PKF VIEWPOINT - Think before you buy

There has been a spate of insolvencies among both hardware and software computer companies and their distributors. In such a rapidly developing and competitive sector, this may be inevitable.

In some cases, there may be a viable underlying business that could be turned around by a skilled manager and that, with careful nurturing, could be a profitable source of growth. But there are many pitfalls for the unwary.

A purchaser of a business out of an insolvent company should be aware of these pitfalls and of the powers of the seller, who will be a licensed insolvency practitioner.

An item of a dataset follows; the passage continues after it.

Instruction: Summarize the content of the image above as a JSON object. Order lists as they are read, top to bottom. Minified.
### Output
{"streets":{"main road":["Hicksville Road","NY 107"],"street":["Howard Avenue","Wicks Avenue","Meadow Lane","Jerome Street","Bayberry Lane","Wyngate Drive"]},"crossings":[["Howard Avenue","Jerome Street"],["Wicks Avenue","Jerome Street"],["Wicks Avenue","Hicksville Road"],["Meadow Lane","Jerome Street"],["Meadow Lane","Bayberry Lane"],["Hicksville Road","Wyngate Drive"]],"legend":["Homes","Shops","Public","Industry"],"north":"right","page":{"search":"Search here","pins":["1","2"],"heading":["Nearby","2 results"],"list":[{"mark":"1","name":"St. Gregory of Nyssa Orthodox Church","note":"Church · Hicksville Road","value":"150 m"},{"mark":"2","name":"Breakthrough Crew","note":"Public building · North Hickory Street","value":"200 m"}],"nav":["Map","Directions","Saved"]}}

The specific powers of the insolvency practitioner vary according to the type of insolvency procedure - liquidation, administration or administrative receivership - but when buying an insolvent business, there are five golden rules.

1. The insolvency practitioner can only sell whatever right, title or interest the company has.

The offer for sale will be for the assets and undertaking of the company, not the liabilities. It may be that not everything on site is for sale; for example, assets may be subject to leasing agreements, retention of title claims or liens.

In some circumstances, the insolvency practitioner can sell assets subject to third-party claims, provided he or she accounts to them for the proceeds.

Or it may be possible to make a cash offer to the owner or finance company.

The order book and existing contracts should be closely examined. Some contracts are not assignable, while others need the other party's consent.

Intellectual property, franchising and licensing agreements may not be transferable. It may not be possible to take over the premises, or there may be sitting tenants.

If the company's name is purchased, it could be a criminal offence to trade under the insolvent company's name if the former directors are retained.

2. The insolvency practitioner will give no guarantees or warranties.

The insolvency practitioner will want to distribute the proceeds of sale as quickly as possible and will not want to retain funds to cover guarantees.

The assets being purchased should be clearly defined and inspected as far as possible and any exclusions specified.

Any purchaser of an insolvent business should obtain advice from a specialist valuer.

3. The insolvency practitioner will exclude personal liability.

For example, if the company's workforce is being taken over, there could be substantial liabilities and, in certain circumstances, the employees' contracts will continue as if they were originally made with the purchaser.

4. The insolvency practitioner will probably want a quick sale.

The more time that elapses between the insolvency practitioner's appointment and the sale, the less of a business there may be available to a purchaser, and the price may fall.

But even if others interested in purchasing add to the time pressures, it is important to carry out a thorough financial investigation into the business, in particular to ascertain the reasons for its failure. Don't be pushed into putting your other businesses at risk.

When making an offer, remember that the alternative for the insolvency practitioner is an auction sale of the individual assets.

5. The insolvency practitioner will prefer immediate payment.

The insolvency practitioner may require a non-refundable deposit and will rarely agree to any form of credit terms. He or she may want a percentage of future turnover and will usually require payment in cash or a banker's draft.

John Alexander and Nitin Joshi of Pannell Kerr Forster are accountants and insolvency practitioners specialising in the computer sector.